What to produce: Keep each line of the material that includes "stream", and leave out the rest.

Given data:
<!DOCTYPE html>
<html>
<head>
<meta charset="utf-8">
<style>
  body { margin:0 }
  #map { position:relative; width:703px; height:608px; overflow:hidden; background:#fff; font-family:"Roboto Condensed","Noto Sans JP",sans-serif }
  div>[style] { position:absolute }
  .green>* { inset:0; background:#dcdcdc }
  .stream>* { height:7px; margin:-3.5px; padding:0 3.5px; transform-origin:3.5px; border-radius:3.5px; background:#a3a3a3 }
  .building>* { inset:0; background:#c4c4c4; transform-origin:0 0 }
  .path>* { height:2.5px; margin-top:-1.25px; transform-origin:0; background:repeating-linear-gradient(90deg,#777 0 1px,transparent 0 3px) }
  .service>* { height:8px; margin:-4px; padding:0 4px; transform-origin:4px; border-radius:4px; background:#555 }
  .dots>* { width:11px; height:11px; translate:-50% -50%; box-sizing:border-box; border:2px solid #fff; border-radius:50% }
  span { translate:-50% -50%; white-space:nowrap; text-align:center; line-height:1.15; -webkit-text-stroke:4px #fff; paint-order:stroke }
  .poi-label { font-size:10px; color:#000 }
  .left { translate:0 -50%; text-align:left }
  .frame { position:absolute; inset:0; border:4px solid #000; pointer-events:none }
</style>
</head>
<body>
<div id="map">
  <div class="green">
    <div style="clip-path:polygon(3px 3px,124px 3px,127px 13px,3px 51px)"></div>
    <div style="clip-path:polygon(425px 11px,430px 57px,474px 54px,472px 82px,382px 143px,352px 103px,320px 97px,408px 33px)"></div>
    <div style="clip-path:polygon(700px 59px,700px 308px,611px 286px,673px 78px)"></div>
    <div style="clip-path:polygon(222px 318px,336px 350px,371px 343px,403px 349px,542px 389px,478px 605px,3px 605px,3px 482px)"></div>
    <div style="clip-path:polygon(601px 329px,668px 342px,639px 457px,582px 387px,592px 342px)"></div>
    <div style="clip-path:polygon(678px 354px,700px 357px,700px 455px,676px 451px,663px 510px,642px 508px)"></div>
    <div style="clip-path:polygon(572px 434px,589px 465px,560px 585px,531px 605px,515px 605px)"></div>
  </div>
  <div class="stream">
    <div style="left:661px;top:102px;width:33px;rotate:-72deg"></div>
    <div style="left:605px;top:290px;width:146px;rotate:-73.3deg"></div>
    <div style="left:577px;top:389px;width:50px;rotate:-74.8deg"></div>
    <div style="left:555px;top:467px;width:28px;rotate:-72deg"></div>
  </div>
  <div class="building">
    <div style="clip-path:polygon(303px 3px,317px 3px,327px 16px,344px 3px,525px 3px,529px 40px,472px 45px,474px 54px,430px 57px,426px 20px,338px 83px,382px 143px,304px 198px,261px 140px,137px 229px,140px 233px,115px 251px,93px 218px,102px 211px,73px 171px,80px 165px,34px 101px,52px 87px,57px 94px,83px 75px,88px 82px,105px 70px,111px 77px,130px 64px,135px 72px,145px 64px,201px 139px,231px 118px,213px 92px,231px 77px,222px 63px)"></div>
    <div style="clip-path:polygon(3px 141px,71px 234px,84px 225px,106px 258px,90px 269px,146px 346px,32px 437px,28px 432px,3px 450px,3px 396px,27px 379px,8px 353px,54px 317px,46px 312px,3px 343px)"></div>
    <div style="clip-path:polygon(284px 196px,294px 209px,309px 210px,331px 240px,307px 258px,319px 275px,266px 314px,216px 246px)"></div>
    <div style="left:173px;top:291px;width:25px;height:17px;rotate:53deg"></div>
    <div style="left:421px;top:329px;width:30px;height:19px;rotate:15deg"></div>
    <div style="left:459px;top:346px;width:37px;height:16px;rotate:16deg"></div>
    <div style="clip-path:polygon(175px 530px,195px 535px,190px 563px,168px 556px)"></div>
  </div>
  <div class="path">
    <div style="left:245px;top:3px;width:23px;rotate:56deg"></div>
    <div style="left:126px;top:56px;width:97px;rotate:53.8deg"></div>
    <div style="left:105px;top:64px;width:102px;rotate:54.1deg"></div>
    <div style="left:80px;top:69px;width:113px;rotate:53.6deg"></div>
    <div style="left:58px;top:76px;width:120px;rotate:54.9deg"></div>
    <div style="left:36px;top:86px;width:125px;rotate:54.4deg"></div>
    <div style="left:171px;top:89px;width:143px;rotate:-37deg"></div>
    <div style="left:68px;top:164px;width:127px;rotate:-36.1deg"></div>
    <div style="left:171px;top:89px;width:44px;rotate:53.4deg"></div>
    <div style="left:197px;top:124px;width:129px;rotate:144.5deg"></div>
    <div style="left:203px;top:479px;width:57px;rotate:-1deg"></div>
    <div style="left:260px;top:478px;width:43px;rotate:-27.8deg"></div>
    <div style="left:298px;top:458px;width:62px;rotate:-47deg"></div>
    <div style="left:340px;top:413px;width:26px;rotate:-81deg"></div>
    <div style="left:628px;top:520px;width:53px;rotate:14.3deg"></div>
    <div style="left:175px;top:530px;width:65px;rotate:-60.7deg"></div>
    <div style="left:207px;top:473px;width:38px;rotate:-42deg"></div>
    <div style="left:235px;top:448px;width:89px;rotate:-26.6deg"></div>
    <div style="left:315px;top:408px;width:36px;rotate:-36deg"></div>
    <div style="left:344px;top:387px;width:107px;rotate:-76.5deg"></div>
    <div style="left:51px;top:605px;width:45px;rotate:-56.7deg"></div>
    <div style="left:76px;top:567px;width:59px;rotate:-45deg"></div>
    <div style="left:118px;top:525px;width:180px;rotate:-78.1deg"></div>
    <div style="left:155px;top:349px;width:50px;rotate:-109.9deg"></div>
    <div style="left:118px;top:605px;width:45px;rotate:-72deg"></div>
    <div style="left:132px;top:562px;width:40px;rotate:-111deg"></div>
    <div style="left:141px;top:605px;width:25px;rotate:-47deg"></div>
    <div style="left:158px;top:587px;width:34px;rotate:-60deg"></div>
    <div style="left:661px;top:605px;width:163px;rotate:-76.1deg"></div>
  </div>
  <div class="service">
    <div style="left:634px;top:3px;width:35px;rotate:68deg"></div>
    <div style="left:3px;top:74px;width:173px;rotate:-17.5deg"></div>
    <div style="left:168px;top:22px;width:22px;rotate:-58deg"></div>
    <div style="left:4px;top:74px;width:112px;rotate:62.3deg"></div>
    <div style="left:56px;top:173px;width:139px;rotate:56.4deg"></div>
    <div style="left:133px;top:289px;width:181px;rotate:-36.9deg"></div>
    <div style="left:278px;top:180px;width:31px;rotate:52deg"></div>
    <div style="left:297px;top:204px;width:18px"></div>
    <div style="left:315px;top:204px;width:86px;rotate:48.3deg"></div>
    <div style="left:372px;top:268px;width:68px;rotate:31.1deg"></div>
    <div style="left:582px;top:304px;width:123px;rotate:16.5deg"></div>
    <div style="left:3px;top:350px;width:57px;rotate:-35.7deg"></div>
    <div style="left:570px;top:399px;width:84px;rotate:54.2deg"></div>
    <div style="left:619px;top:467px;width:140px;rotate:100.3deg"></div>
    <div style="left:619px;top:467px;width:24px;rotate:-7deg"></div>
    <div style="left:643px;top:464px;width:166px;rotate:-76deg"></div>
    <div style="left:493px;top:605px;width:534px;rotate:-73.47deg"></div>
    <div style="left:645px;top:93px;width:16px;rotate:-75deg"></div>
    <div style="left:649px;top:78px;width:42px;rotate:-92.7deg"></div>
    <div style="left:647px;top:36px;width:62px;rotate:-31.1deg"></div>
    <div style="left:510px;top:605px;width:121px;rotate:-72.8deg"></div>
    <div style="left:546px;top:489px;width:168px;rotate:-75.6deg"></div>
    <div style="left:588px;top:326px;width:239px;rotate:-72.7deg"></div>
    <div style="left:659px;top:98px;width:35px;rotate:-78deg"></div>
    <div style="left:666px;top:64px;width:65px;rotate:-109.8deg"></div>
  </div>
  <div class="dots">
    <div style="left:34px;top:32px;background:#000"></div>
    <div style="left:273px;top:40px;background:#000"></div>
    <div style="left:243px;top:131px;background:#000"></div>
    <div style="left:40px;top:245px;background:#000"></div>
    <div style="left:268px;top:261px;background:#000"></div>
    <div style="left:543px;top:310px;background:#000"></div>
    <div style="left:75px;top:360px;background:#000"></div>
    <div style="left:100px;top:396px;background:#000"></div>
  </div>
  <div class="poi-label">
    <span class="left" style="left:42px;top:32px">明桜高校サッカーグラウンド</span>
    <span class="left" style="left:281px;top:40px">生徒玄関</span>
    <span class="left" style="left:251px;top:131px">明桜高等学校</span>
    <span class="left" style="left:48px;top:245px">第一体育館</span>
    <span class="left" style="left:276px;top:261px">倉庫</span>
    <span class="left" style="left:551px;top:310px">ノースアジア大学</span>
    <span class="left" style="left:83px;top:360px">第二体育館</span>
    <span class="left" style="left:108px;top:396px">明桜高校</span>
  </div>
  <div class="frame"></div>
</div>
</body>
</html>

The answer:
  .stream>* { height:7px; margin:-3.5px; padding:0 3.5px; transform-origin:3.5px; border-radius:3.5px; background:#a3a3a3 }
  <div class="stream">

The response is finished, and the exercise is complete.